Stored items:

==================================================

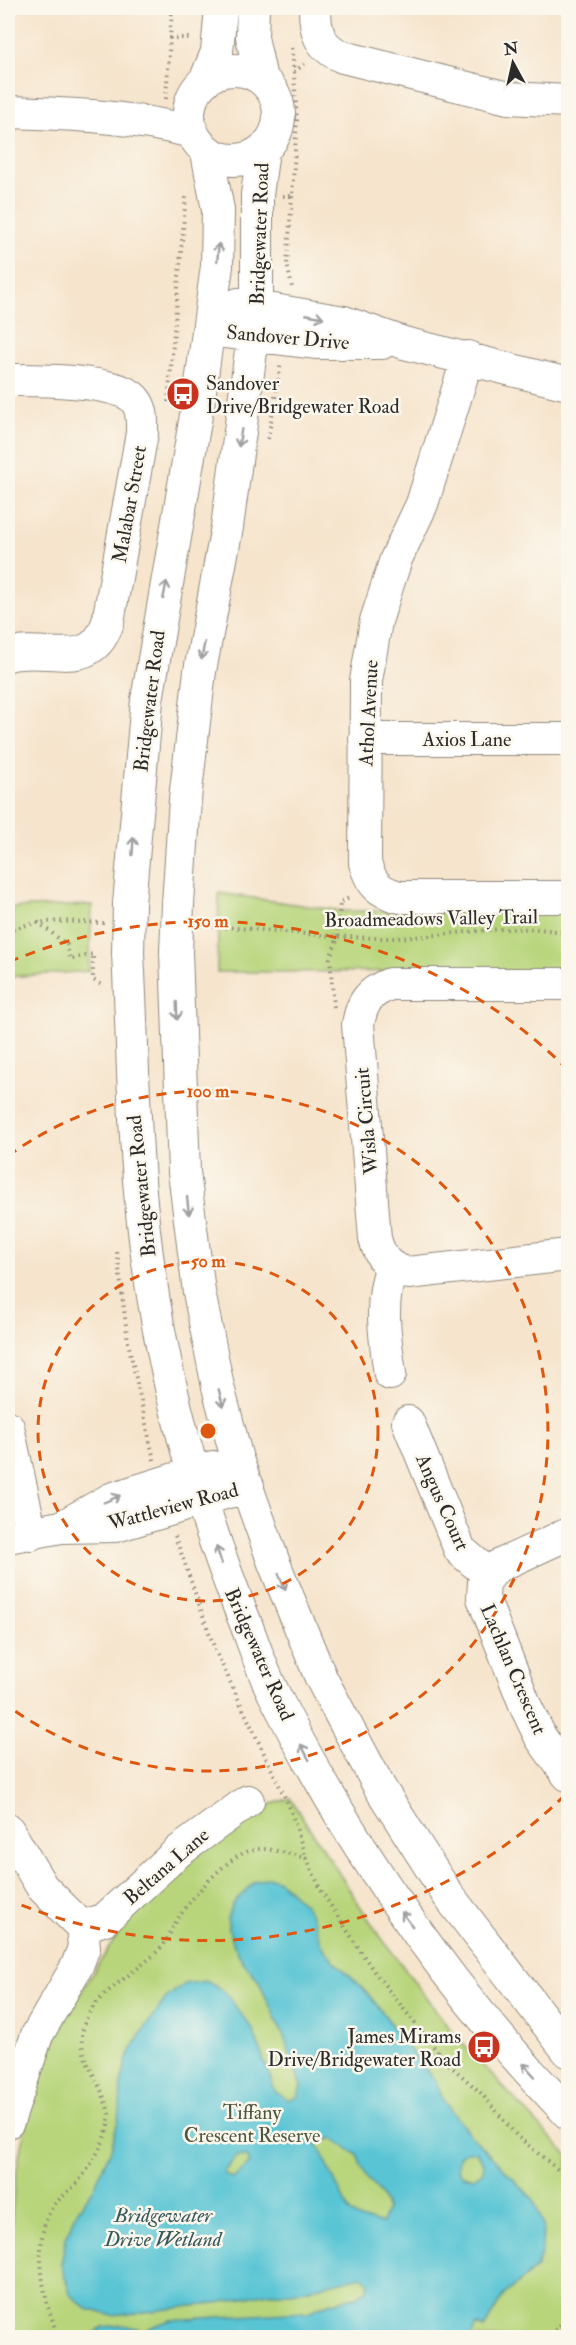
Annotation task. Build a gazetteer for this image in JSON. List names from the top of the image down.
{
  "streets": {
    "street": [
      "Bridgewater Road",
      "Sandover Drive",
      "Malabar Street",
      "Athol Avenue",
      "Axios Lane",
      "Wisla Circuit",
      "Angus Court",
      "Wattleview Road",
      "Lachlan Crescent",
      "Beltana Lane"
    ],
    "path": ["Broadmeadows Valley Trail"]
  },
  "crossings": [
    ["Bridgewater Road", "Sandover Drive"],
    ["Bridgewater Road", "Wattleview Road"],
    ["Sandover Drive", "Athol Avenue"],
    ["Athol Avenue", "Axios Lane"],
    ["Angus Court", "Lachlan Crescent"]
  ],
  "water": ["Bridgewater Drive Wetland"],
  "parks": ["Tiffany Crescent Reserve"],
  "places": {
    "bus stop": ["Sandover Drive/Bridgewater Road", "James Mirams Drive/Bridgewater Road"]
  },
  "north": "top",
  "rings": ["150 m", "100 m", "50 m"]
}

==================================================

### [The task]
Go line by line through the data, copying each one that contains the word "Avenue".

### [Completed exercise]
      "Athol Avenue",
    ["Sandover Drive", "Athol Avenue"],
    ["Athol Avenue", "Axios Lane"],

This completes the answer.